Six juvenile diabetics [age, 31 ± 2 yr (mean and SEM); duration of diabetes, 15 ± 4 yr] with signs of autonomic neuropathy (decreased beat-to-beat variation in heart rate during deep breathing) and seven control patients of similar age (27 ± 1 yr) and duration of diabetes (14 ± 2 yr) performed graded exercise oh an ergometer cycle. Resting heart rate was higher and the increase in heart rate at the lowest work load (50 W) was diminished in patients with autonomic neuropathy compared with control patients (P < 0.001), indicating a vagal defect.

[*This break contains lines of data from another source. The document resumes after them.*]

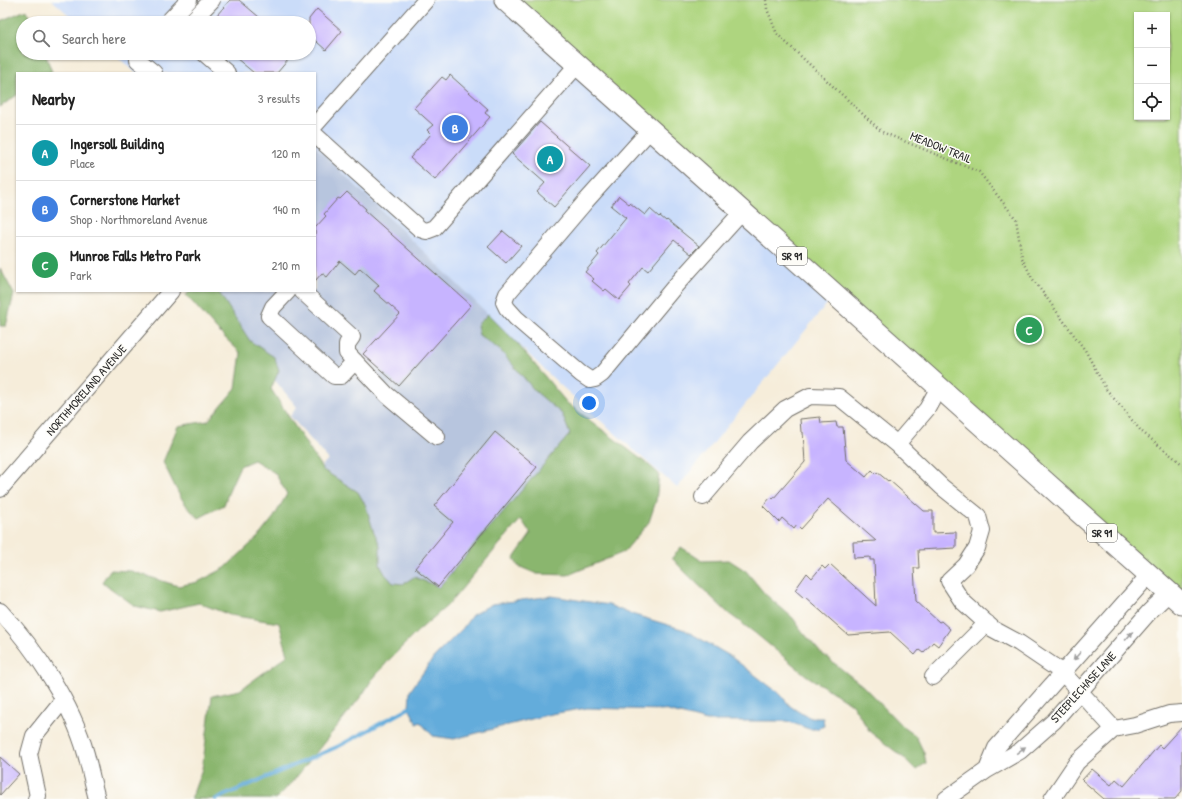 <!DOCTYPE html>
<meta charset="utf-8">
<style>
:root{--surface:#fff;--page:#f2f2f2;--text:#222;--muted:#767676;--line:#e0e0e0;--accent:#b45309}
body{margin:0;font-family:"Patrick Hand",sans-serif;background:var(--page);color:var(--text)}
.controls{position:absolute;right:12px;top:12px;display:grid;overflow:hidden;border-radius:0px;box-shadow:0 1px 3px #0004}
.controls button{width:36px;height:36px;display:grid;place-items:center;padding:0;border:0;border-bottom:1px solid var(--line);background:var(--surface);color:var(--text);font:20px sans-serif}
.you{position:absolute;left:589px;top:403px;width:14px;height:14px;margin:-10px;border:3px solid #fff;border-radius:50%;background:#1a73e8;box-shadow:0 0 0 6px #1a73e833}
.badge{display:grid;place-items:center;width:26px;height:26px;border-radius:50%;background:var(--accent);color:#fff;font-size:13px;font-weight:700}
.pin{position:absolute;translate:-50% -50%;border:2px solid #fff;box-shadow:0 1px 4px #0006}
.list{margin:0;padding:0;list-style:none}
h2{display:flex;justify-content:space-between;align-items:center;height:52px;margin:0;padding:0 16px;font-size:17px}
h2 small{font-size:13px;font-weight:400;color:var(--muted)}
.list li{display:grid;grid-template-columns:26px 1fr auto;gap:12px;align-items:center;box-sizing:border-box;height:56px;padding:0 16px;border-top:1px solid var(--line)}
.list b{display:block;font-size:15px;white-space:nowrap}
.list p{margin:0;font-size:13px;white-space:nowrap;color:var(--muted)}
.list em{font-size:13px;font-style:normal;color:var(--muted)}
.icon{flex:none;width:22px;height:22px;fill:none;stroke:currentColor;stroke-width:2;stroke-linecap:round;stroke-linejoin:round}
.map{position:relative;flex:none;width:1182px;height:799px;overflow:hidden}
.search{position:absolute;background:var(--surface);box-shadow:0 1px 3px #0004;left:16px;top:16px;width:300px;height:44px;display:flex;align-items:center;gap:10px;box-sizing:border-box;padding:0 14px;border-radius:22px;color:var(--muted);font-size:15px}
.panel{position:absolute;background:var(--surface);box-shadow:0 1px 3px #0004;left:16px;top:72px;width:300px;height:220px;border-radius:0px}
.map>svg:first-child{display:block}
.built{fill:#cadcf9}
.industrial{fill:#b7c5de}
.green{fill:#aed57f;stroke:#6c8055;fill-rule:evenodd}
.forest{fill:#8ab66e;stroke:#5a704c}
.water{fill:#63acdb;stroke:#476c83}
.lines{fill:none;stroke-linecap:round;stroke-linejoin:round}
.stream{stroke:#63acdb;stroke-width:4}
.building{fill:#c7b4ff}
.minor-casing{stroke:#726f68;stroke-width:18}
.major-casing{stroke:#726f68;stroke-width:23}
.path{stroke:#726f68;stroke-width:2.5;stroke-dasharray:1 3;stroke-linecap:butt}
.minor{stroke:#fff;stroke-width:16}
.major{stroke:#fff;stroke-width:21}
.oneway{fill:#a0a0a0}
.labels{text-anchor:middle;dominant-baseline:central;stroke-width:3;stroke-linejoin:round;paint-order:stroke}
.shield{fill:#fdfcf7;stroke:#6a6a68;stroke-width:1}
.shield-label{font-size:11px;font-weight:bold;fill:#2b2b2b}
.street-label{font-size:12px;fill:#2b2b2b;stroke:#fdfcf7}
</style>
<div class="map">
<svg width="1182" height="799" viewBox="0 0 1182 799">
<rect width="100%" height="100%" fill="#fdfcf7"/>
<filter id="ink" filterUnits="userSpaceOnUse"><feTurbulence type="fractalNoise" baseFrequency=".025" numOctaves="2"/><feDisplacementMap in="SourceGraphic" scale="8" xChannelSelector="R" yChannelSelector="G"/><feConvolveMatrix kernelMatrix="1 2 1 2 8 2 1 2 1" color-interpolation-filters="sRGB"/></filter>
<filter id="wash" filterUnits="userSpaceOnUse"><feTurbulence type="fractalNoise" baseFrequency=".012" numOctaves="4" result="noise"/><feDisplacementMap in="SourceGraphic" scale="16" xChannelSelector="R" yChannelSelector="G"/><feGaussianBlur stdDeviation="0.9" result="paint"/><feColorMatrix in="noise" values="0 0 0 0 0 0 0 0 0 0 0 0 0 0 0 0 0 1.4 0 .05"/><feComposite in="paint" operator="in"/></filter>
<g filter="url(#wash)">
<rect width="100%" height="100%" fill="#f6edda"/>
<path class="built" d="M52,0h453l330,294 -158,194 -118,-104 -244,-238v-73h-179l-23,-20h196v-30h-231z"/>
<path class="industrial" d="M315,146l173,168 -6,6 98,98 -10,16 -131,154 -28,16 -51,-44 -47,-84 15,-17 -38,-43 7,-9 -96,-116h114z"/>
<path class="green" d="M505,0h677v604zM1137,15h30v102h-30z"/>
<path class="forest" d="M26,10l6,13h-9v30h22l7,19 -35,1v22l-17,12v-86z
M0,268l14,26 -8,32h-6z
M190,291h28l32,50 24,16 5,13 -8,19 52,81 35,22 8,14 7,24 7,15v20l5,9 8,9 10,1 11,-7 25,10 131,-153 -8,-20 -27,-23 -34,-40 -22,-16 -2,-10 11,-11 29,29 50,60 83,63 9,8 -3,27 -7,21 -25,30 -56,23 -31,-1 -19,-8 -4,-8 17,-24 -10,-15 -73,86 -30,26 -29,29 -18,21 -8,13 -69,86 -18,19h-85l11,-30 10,-73 28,-6 48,-35 -9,-32 -49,-8 -31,-12 -39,9 -25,-6 -33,-24 8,-12 21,1 47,15 20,-4 27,-14 33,-31 16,-20 13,-23 -12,-21 -21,-13 -14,6 -10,22 -6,17 -25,13c-18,-13 -26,-37 -36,-56l15,-36 30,-5 28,-33 5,-35 -22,-21 -33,-37z
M681,547l21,14 27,-1 17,11 19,23 28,24 9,13 18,21 43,34 39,40 14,10 8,17 2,10 -10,7 -12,-12 -34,-26 -18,-28 -45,-28 -52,-43 -27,-20 -43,-41 -13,-14z"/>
<path class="water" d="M552,596l57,9 19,8 57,17 45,26 50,38 10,12 9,6 12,6h12l1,8 -8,3h-7l-22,-8h-80l-43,-11 -77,-2 -36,6 -97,25 -21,-3 -13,-14 -3,2 -8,-16 1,-17 24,-34 29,-29 9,-13 20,-11z"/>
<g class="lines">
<path class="stream" d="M216,799l123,-53 70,-38"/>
</g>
<g id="blocks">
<path class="building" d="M230,0h9l27,23h-56z
M317,9l25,22 -16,19 -17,-15v-16z
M230,53h64l-17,20h-23z
M450,75l38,34 -3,4 5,4 -55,63 -25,-22 21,-24 -4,-4 6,-5 -19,-17 28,-31 4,3z
M540,122l50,44 -36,41 -17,-15 8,-9 -33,-29z
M347,192l19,17 -1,2 106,94 -72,81 -36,-32 37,-40 -26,-23 5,-6 -19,-17 -5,6 -15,-13 -13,16 -5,-4 -7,8v-53l11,-12 -2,-2 14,-16 2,1z
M619,196l10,8 1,-1 15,12 5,-6 9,8 1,-1 6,5 1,-1 32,26 -8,8 -17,-14 -26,31 -5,-4 -14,17 2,2 -12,14 -13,-11 -2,2 -12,-10 2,-2 -9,-7 14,-17 -2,-2 29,-35 -15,-12z
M503,231l18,15 -15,17 -18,-16z
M820,417l1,6 15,-1 1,5h6l3,33 20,17 6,-7 4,4 1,-2 11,9 1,-1 35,31h9v22l23,-1v16l-38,2 1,18h-5l2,33 23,21 2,-1 9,8 -12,17 -5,-4 -10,11 -4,-3 -4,5 -25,-23 -42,3 -43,-38 -1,1 -9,-8 12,-17 5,5 10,-12 3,3 5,-5 46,42 -2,-46h-4v-3l-16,1 -1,-16 23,-1 -48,-42 -27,30 -4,-4 -3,4 -12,-11 -3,4 -16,-16 8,-9 2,2 32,-37 -2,-30h-2l-1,-13z
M495,432l42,35 -99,120 -23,-19 38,-46 -19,-16z
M1182,726v65l-7,8h-71l-22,-19 10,-11 19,16 5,-6 8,7 35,-41 3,3z
M0,757l19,17 -19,21z"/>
</g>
</g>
<g filter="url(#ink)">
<use href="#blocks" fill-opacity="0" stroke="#726f68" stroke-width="1"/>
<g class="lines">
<g class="minor-casing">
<path id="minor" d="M167,23l22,-23
M190,23l22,-23
M139,53l-1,7 16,13
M204,53l23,20
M315,125l111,-125
M650,130l-64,71 -79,93 -3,8 3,6 9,10 65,56 9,6 5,-1 7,-5 73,-88 67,-74
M315,135l105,94 6,2 8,-3 144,-164
M288,291l-15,16 -4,9 65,60h7l14,-15
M302,291l50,46 -5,7v9l40,42 50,42
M939,387l-12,22 -30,35 45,43 36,29 4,15 -5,17 -11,17 -17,16 13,20 31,28 26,14 43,29 52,57 -37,33 -25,37
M0,489l171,-198
M703,497l47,-55 35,-33 25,-13 29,1 58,47
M0,611c36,39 72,92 86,143 4,15 7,30 11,45
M933,677l54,-54
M1114,729l21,-4 34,-11 13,-1
M987,770l9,-22 153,-173
M36,799l2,-3 -9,-42 5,-18 29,-36
M946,799l41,-29 33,-19 34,-30 96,-110 19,-18"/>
</g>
<g class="major-casing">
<path id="major" d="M505,0l677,604"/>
</g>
<path class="path" d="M766,0l1,9 10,25 105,98 97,40 37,47 6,39 10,20 53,72 21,39 35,42 41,33"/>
<use href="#minor" class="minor"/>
<use href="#major" class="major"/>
</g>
<defs><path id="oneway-solid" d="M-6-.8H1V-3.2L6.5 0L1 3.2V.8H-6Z"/></defs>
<g class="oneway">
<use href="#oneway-solid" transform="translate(1129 636) rotate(-49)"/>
<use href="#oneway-solid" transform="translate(1077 656) rotate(132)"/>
<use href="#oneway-solid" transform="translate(1021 750) rotate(-36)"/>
</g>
</g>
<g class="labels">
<g class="shield">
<rect x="777" y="247" width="30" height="18" rx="3"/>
<rect x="1087" y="524" width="30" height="18" rx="3"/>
</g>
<g class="shield-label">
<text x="792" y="256">SR 91</text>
<text x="1102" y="533">SR 91</text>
</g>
<g class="street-label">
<text transform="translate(941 147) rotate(22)">MEADOW TRAIL</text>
<text transform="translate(86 390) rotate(-49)">NORTHMORELAND AVENUE</text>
<text transform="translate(1083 687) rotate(-48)">STEEPLECHASE LANE</text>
</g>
</g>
</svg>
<div class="controls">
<button>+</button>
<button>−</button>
<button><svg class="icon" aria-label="locate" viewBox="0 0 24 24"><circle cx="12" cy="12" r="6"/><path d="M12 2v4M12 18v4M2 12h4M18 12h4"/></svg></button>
</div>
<div class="you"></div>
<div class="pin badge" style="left:550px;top:159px;background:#0f9aa8">A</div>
<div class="pin badge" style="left:455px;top:128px;background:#3f7fe0">B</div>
<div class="pin badge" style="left:1029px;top:330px;background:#2e9e5b">C</div>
<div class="search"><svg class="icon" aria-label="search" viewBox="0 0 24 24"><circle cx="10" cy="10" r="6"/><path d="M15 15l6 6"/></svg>Search here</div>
<section class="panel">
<h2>Nearby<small>3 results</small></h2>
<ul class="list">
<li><span class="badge" style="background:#0f9aa8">A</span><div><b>Ingersoll Building</b><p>Place</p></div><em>120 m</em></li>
<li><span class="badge" style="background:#3f7fe0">B</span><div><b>Cornerstone Market</b><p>Shop · Northmoreland Avenue</p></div><em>140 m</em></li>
<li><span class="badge" style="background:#2e9e5b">C</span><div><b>Munroe Falls Metro Park</b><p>Park</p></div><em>210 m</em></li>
</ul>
</section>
</div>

The relationships in autonomic neuropathy between heart rate and systolic blood pressure, respectively, and relative work load (expressed as oxygen uptake — in percent—of individual maximal oxygen uptake) were identical with previous findings in normal subjects during beta-adrenergic receptor blockade, indicating impaired sympathetic activity. Maximal heart rate was 157 ± 9 min−1 in autonomic neuropathy and 181 ± 4 in controls, P < 0.05; maximal systolic blood pressure was 179 ± 11 mm Hg and 197 ± 5, respectively.
The greatest tolerable work load was significantly less in patients with autonomic neuropathy (125 ± 13 vs. 161 ± 9 w, P < 0.05). Similarly, maximal oxygen uptake was reduced (1.68 ± 0.21 vs. 2.78 ± 0.18 L/min, 25 ± 3 vs. 38 ± 2 ml/min/kg, P < 0.005).
In conclusion, diabetics with decreased beat-to-beat variation in heart rate displayed signs of cardiovascular dysfunction of parasympathetic as well as sympathetic origin during graded exercise.